The war on drugs is a right and just war. It is not about the rights of certain people to engage in drug use, it is about the protection of innocent people, children, society and our future. It is about disempowering gangs, criminals and even terrorist groups, YouTube (2010). It is about removing their power, propaganda, money, abusive empires, and this takes time, re-education and commitment, YouTube (2010a). The historic argument about the ineffectiveness of the prohibition of prostitution, alcohol and gambling is another debate; however the effectiveness of an ability to tackle a problem should not stop the aim. If you were going to die, suffer loss or be ineffective in protecting someone you loved would you not try? It could be argued that a hero is one who fights a noble cause regardless of success, Wordnet (2010).
The addictive nature of drugs has not been mentioned but this is a huge factor in changing people's character, YouTube (2010b), YouTube (2010c) which devastates their lives, their families, YouTube (2010d) and the community. The addiction is often exploited to control the individual either intentionally or indirectly. Many drug addicts turn to theft, YouTube (2010e), which often can be violent, YouTube (2010e). Prostitution is a huge problem that affects mainly female, but also male addicts who often became prostitutes to pay for their habit. The argument that decriminalising drugs would in some way protect the vulnerable and limit criminal activity is a false one. In the UK drug addicts who are on special programs are legally prescribed methadone, and even heroin but this is often supplemented in addition to the illegal drugs addicts or even sold on by the drug without the programs knowledge. Although the abuse of the system does not happen all the time it is frequent. As a qualified medical professional I have witnessed these things first hand over several years and worked with addicts on a voluntary basis.
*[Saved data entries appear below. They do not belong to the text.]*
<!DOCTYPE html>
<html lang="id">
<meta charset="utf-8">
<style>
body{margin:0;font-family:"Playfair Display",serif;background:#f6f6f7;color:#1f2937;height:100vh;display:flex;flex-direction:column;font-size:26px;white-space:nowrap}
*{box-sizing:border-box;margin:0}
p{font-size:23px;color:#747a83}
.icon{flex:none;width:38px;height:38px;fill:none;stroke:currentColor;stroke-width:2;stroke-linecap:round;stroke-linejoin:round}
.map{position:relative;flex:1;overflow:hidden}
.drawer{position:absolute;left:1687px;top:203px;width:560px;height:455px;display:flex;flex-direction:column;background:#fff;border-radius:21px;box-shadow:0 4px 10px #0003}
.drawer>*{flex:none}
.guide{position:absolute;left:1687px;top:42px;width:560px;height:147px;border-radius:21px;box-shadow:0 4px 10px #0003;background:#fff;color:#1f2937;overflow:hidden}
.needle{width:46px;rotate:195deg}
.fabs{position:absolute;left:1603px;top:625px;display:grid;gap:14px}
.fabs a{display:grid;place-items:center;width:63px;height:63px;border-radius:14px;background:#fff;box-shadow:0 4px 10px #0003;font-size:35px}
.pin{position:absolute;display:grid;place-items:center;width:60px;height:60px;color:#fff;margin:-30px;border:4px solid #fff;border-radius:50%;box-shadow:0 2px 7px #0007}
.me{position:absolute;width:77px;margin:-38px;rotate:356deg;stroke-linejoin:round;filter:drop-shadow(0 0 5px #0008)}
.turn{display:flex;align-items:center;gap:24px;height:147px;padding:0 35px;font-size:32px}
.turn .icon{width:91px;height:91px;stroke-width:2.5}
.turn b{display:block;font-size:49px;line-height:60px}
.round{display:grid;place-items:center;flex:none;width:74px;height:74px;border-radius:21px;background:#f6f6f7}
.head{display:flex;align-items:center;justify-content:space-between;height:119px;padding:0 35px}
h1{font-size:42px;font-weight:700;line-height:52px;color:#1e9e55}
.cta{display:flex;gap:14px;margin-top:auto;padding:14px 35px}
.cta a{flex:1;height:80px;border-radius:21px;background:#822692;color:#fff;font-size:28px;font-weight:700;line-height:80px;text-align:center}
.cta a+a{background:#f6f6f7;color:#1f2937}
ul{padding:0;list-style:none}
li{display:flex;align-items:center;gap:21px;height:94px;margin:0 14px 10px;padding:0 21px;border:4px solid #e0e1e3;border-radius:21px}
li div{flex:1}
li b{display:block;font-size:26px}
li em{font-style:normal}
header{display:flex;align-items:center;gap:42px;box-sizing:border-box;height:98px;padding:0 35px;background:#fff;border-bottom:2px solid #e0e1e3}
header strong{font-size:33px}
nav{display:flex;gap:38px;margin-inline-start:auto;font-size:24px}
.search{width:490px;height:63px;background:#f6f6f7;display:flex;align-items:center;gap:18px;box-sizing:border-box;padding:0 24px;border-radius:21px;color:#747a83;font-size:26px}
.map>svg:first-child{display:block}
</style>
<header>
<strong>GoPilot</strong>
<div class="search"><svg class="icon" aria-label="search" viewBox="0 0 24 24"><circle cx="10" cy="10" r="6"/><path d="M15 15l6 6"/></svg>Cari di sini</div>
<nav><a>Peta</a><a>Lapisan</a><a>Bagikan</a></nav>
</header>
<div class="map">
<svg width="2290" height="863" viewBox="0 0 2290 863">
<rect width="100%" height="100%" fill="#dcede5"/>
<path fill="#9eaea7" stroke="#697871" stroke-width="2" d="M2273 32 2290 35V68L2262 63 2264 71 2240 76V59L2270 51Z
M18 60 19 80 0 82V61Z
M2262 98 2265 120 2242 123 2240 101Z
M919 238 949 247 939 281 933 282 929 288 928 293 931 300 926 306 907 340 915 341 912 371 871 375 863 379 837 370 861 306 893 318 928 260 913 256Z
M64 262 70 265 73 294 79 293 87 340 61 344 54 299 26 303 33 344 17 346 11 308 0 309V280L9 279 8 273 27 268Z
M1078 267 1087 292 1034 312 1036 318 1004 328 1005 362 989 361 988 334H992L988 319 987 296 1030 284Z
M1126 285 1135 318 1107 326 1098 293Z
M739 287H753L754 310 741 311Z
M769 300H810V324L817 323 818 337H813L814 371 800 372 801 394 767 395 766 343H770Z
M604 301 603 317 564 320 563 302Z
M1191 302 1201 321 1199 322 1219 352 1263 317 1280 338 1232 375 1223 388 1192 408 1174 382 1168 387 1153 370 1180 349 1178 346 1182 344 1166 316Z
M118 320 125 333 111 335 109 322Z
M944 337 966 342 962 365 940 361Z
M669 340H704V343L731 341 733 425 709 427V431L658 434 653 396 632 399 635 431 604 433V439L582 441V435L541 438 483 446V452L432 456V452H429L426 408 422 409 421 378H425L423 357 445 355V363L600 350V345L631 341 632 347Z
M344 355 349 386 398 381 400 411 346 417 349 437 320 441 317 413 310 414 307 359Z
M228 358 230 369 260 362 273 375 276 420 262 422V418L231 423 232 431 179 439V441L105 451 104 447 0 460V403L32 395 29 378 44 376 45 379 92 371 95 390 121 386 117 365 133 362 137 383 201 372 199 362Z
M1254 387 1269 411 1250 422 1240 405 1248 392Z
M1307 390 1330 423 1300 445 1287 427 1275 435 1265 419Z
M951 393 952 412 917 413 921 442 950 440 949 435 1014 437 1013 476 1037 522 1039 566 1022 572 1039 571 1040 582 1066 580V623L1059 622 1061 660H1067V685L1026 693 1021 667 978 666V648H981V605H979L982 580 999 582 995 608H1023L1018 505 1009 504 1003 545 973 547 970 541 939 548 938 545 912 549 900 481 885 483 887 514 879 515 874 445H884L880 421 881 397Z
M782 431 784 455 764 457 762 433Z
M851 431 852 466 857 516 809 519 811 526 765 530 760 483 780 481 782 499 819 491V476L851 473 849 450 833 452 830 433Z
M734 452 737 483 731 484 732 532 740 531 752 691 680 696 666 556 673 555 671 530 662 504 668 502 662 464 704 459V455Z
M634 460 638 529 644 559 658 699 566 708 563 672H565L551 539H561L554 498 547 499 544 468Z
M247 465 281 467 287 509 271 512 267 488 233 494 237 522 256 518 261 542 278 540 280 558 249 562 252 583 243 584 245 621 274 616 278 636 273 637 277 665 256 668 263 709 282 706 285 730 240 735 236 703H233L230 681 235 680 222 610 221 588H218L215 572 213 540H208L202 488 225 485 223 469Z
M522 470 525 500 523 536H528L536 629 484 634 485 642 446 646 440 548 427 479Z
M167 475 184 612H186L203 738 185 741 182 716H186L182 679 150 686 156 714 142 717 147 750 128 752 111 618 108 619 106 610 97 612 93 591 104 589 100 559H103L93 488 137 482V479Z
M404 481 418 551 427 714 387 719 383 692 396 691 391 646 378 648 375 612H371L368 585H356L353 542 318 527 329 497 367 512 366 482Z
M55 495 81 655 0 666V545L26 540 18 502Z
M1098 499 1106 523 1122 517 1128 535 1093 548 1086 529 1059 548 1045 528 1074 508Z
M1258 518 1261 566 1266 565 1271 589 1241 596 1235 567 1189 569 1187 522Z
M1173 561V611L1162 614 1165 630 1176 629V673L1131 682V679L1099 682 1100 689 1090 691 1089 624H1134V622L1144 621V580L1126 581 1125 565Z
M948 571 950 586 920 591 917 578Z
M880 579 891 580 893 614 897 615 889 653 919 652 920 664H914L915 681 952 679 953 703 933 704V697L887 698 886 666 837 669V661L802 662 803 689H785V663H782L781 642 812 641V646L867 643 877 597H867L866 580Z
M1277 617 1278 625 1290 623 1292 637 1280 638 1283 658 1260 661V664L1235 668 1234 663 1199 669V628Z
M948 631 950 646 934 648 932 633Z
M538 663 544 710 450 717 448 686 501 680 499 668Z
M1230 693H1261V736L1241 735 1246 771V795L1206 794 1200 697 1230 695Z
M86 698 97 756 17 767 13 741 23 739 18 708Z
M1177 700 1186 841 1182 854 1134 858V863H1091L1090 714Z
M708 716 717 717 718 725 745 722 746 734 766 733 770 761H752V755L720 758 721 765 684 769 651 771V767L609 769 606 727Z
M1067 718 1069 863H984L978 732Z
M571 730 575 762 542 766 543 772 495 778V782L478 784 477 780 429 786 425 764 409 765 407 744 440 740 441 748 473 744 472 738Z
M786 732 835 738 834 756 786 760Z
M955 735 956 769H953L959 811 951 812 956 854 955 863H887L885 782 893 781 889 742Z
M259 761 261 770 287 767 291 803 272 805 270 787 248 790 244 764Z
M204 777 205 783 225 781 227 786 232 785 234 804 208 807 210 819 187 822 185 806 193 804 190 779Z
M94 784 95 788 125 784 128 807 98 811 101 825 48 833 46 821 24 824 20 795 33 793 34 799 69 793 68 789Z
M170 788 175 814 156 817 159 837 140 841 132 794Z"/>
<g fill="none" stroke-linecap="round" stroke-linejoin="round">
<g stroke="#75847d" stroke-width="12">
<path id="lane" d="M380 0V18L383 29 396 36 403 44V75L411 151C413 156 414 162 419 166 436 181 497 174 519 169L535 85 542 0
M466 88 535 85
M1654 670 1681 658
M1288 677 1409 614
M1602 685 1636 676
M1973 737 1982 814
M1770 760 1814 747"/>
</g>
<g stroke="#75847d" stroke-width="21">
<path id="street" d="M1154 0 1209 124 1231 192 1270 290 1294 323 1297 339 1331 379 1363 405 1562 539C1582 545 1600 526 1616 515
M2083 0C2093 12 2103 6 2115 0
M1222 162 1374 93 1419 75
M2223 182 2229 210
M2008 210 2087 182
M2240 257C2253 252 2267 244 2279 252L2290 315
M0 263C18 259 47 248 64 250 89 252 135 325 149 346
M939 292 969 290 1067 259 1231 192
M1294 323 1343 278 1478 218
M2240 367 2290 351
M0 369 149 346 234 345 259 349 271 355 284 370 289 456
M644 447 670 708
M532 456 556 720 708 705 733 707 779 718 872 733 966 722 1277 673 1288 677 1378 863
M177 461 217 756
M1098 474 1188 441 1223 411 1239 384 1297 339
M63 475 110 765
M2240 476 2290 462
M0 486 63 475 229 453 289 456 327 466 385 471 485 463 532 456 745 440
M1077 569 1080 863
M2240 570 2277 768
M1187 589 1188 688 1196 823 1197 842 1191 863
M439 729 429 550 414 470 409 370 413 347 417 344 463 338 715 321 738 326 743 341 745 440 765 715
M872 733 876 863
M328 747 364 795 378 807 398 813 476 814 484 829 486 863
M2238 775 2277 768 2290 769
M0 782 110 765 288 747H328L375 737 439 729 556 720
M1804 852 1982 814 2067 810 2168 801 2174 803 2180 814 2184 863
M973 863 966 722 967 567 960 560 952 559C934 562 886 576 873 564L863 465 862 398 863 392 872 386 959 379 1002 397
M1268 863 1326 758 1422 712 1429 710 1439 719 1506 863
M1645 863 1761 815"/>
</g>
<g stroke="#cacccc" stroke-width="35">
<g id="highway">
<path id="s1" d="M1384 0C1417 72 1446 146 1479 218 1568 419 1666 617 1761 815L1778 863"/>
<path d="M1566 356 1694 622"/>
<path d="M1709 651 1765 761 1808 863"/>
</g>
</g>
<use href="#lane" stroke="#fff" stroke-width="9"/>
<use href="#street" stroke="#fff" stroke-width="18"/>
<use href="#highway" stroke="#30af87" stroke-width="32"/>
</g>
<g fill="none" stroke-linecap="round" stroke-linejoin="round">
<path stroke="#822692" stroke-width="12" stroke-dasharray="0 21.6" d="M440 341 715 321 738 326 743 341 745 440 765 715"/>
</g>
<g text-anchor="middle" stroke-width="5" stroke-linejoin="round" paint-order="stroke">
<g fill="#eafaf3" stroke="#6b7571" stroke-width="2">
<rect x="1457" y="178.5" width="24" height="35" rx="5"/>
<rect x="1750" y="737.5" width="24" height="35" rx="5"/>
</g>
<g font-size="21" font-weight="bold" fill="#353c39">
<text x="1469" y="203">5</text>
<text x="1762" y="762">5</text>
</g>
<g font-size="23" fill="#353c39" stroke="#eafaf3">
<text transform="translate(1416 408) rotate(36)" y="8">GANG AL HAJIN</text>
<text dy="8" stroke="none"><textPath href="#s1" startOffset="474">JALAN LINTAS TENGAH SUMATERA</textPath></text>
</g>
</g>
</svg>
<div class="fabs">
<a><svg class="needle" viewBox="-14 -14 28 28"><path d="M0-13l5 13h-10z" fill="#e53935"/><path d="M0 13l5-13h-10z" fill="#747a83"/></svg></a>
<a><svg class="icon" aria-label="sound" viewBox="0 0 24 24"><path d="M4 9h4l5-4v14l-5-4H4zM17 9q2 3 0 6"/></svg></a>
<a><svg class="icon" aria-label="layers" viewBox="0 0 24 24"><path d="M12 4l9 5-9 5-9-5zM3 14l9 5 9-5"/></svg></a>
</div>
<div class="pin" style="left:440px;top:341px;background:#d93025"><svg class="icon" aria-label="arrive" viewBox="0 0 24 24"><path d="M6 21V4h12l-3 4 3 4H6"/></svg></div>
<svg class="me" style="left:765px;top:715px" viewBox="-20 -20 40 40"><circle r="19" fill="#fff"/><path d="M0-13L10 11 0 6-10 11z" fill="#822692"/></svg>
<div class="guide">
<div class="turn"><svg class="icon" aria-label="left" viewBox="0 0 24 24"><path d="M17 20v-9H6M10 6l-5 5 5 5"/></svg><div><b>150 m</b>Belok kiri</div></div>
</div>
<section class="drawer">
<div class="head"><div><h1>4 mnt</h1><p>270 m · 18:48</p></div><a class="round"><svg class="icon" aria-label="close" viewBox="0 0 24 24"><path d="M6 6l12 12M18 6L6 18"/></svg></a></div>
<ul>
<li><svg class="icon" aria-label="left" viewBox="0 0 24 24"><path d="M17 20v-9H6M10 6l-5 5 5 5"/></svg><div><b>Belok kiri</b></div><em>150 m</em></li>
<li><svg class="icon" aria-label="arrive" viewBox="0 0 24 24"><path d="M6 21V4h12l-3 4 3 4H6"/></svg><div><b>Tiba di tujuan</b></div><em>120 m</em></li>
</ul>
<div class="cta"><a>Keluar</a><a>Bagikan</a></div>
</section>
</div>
So arguments about causing underground activity because drugs are illegal are not substantiated and even proved false in many instances.
The argument that some legal drugs have health issues I consider to also be another debate. Illegal drugs do not merely cause physical, emotional and social health risks, they are also addictive. Aspirin is not addictive and in the UK the amount you can purchase is controlled, along with Paracetamol and Ibuprofen.
In my previous round I have given numerous references to back my claims that Cannabis is dangerous, as I have already given references I will merely re-utter what I have already said on this matter.
1/ Cannabis causes cancer more than smoking tobacco
2/ Cannabis is often a precursor to more lethal and addictive drugs
3/ Cannabis has been proved to increase psychosis, severe mental health problems, mood swings, altered behaviour and delusions.
4/ Cannabis increase the risk of accidents whilst driving a vehicle.
5/ Cannabis reduce concentration and evidence shows increased brain damage by prolonged users.
The argument that something that is legal (ie: pharmaceutical drug) with possible dangerous side effects gives an automatic right to make illegal drugs legal, is ill-informed and a faulty philosophical argument. Whilst I understand Pro's frustration that drugs such as alcohol and tobacco are not illegal, it should be noted that they are illegal for minors. Whether or not these drugs should be totally illegal or not is another debate.